Canadá

Expand right to assisted dying, daughters plead after father takes his life

Jacques Campeau saw no other way out.

Three times, the Laval, Que., man applied for medically assisted death. All three times, he was rejected.

In June, he killed himself.

Campeau’s daughters are now speaking out, urging the provincial government to reconsider the criteria for access to medical aid in dying, especially when it comes to the clause pertaining to “end of life.”

“He was fully able to give his consent. The disease was only getting worse, and he was declining faster and faster,” his daughter Adjani Campeau-Tremblay said.

“It’s the requirement to be at the end of life that was getting him denied every time.”

Campeau was diagnosed with multiple sclerosis 16 years ago. He continued to work as an engineer until his condition began to deteriorate.

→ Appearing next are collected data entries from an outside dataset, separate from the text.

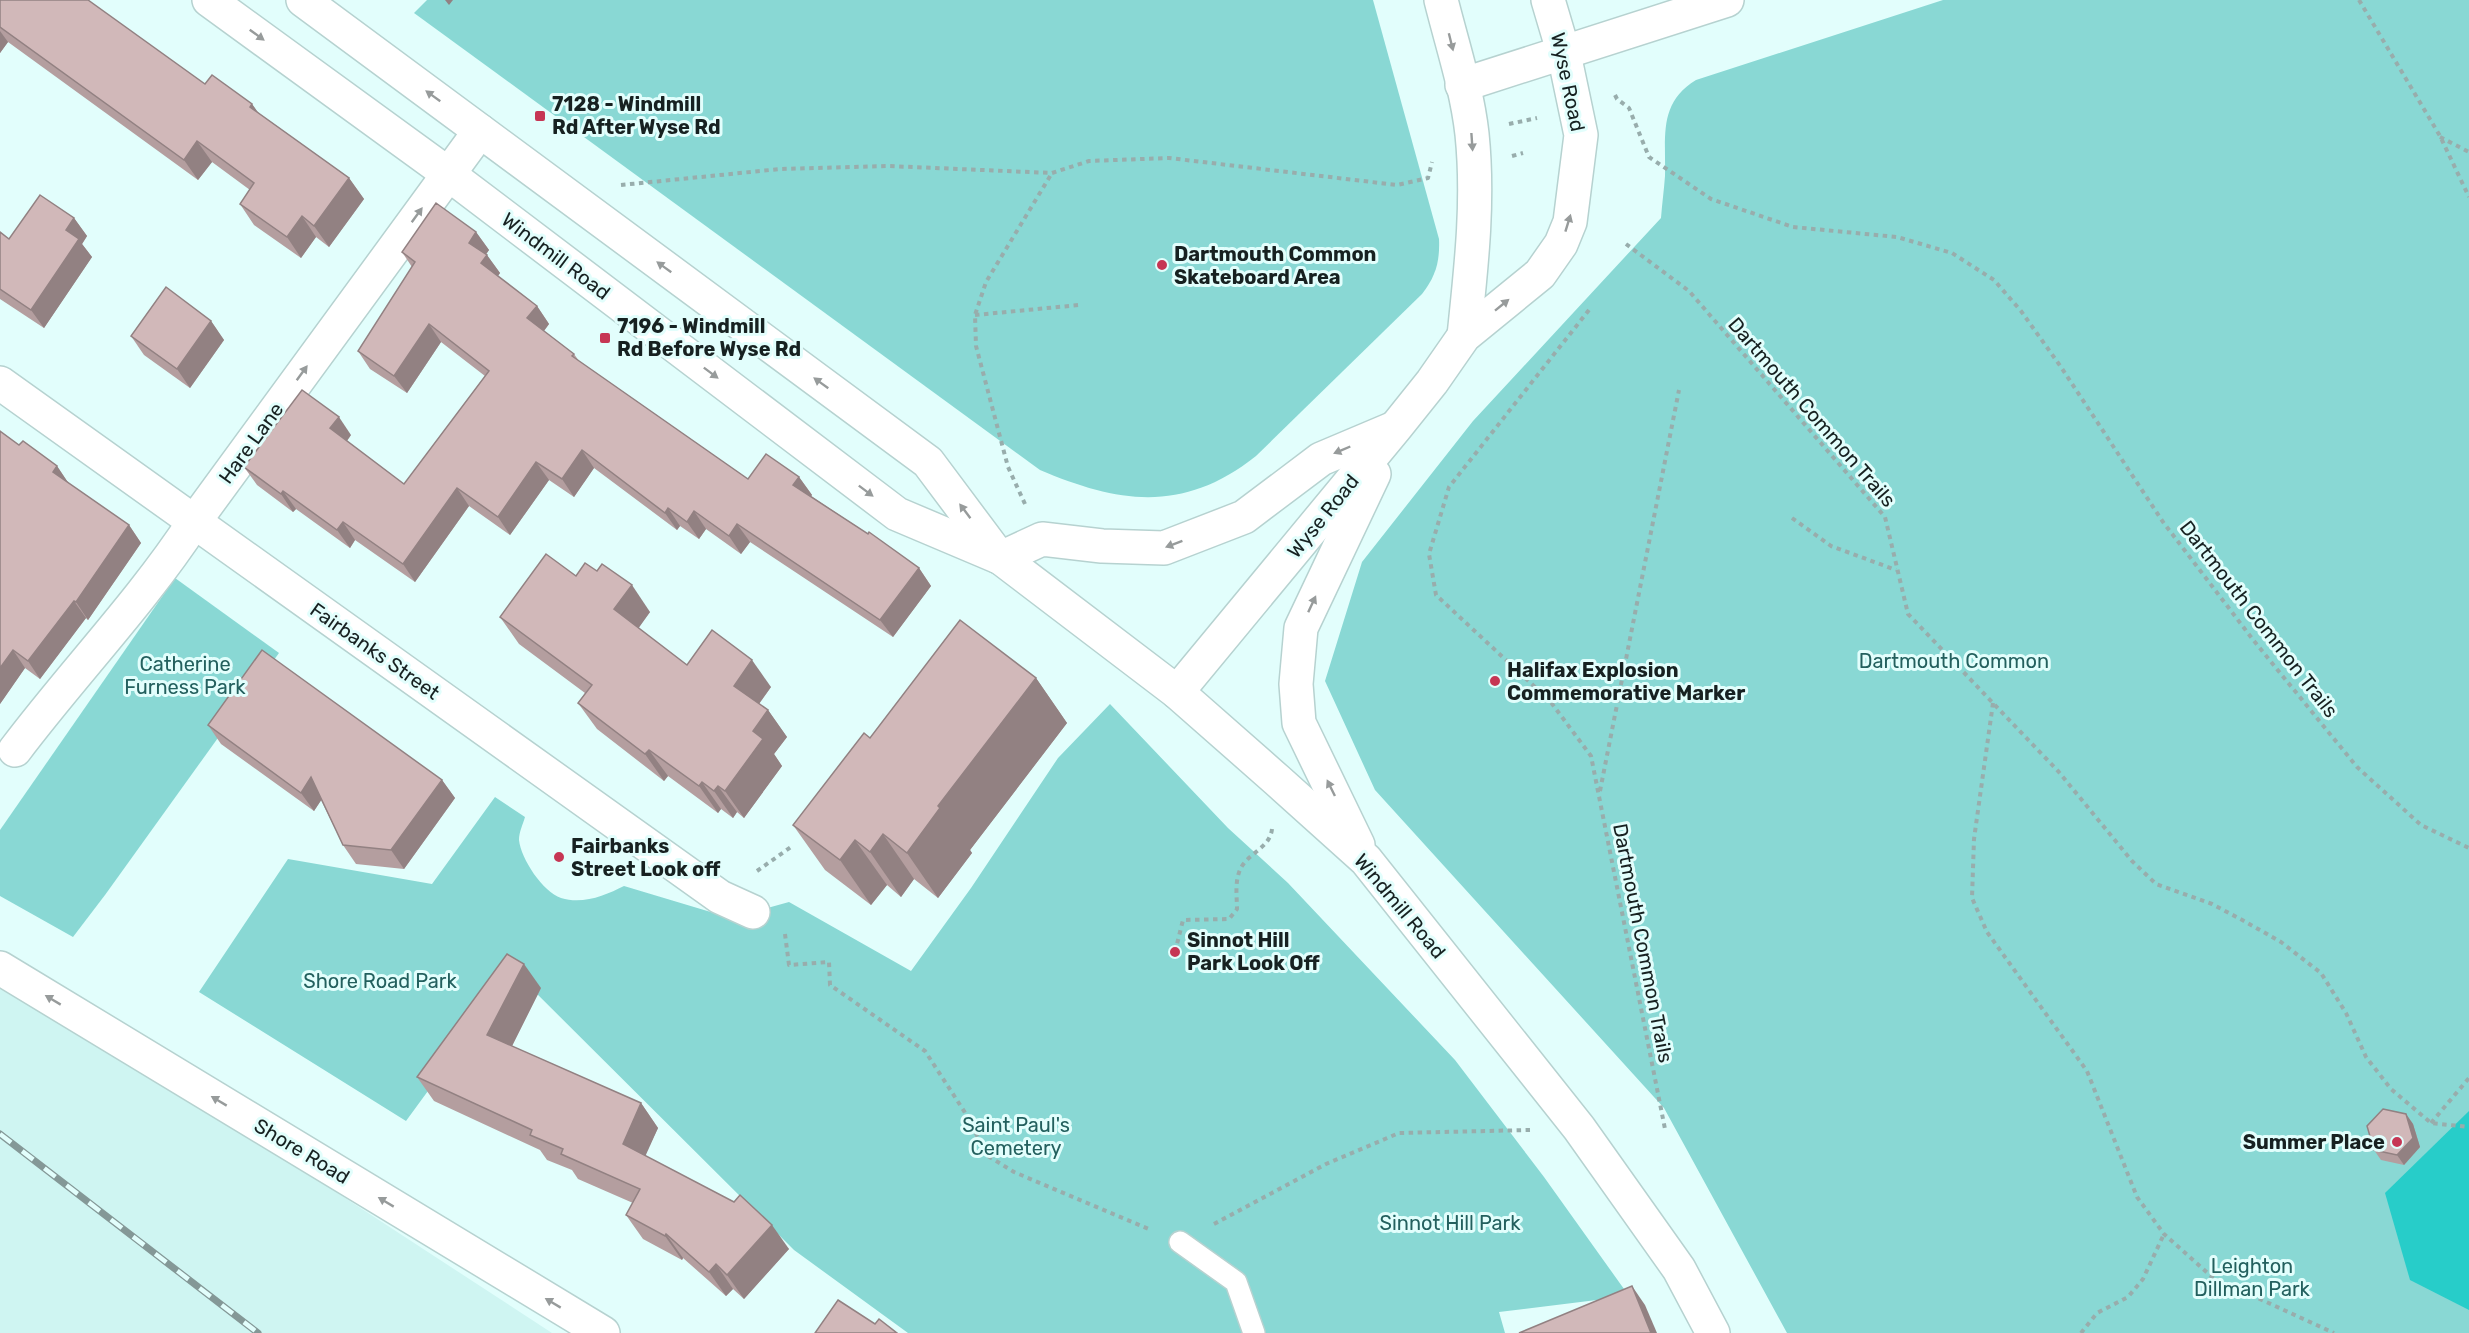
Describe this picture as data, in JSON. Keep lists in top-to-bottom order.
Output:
{
  "streets": {
    "main road": [
      "Wyse Road",
      "Windmill Road",
      "Hare Lane",
      "Fairbanks Street",
      "Shore Road"
    ],
    "path": ["Dartmouth Common Trails"]
  },
  "crossings": [
    ["Wyse Road", "Windmill Road"],
    ["Wyse Road", "Dartmouth Common Trails"],
    ["Windmill Road", "Hare Lane"],
    ["Hare Lane", "Fairbanks Street"]
  ],
  "one_way": ["Hare Lane", "Shore Road"],
  "parks": [
    "Dartmouth Common",
    "Catherine Furness Park",
    "Shore Road Park",
    "Saint Paul's Cemetery",
    "Sinnot Hill Park",
    "Leighton Dillman Park"
  ],
  "places": {
    "transit": ["7128 - Windmill Rd After Wyse Rd", "7196 - Windmill Rd Before Wyse Rd"],
    "other": [
      "Dartmouth Common Skateboard Area",
      "Halifax Explosion Commemorative Marker",
      "Fairbanks Street Look off",
      "Sinnot Hill Park Look Off",
      "Summer Place"
    ]
  }
}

“He had lost most of his autonomy. He had no quality of life,” said Campeau-Tremblay.

“The third time that he got refused, we understand now that it was for him a sign that if he wanted to end his life with dignity, [suicide] was his only option.”

His daughters are urging people to sign a petition asking the Quebec government to expand the criteria for access to medical aid in dying.

End of life clause

The federal law concerning medical aid in dying requires that a person be at a point where their death is “foreseeable.”

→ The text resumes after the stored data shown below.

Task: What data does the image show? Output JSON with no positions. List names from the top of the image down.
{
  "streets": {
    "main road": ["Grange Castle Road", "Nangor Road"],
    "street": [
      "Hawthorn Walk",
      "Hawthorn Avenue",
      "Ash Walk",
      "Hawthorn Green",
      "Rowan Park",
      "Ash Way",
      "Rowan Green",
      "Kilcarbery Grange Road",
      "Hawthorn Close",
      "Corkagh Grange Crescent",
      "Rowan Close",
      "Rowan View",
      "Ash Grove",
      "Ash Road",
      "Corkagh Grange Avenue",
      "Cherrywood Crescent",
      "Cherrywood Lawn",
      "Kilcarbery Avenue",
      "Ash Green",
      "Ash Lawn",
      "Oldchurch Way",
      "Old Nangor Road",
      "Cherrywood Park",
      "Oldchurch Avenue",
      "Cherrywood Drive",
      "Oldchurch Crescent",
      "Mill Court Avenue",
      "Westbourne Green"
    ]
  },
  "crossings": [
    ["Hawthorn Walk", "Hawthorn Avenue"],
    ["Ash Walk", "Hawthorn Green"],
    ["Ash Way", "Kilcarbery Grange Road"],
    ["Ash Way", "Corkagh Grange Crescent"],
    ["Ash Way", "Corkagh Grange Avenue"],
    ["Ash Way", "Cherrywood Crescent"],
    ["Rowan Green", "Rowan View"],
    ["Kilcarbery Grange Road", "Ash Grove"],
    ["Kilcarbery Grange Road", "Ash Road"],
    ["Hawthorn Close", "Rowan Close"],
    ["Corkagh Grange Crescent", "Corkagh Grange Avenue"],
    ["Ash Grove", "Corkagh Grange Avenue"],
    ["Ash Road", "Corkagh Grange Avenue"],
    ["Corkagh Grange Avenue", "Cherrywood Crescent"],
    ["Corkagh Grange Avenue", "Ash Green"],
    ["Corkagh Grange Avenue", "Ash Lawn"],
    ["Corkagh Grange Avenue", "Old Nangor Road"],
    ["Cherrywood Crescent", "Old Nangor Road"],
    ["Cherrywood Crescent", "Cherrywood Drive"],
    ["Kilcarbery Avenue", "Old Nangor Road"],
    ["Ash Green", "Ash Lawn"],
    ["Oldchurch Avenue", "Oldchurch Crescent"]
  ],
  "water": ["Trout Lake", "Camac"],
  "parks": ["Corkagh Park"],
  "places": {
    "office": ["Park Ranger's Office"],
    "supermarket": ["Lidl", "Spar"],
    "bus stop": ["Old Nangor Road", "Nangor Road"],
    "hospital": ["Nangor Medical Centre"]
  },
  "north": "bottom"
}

Quebec’s law is even more restrictive, requiring that a person seeking the right to a medically assisted death be at the “end of life.”

“For doctors, it’s a very confusing expression,” said Dr. Georges L’Espérance, president of a Quebec association for the right to die with dignity, known by its French acronym AQDMD.

“People with chronic diseases like multiple sclerosis, ALS or Parkinson’s cannot have medically assistance in dying because they don’t have a ‘foreseeable death’ in the next month or even one year.”

Campeau had been following the case involving two Montrealers with degenerative diseases closely. Nicole Gladu and Jean Truchon argue Canada’s and Quebec’s laws are both too narrow in their criteria and run counter to their charter rights.

Quebec Superior Court Justice Christine Baudouin has heard arguments from all sides, but has yet to hand down a ruling.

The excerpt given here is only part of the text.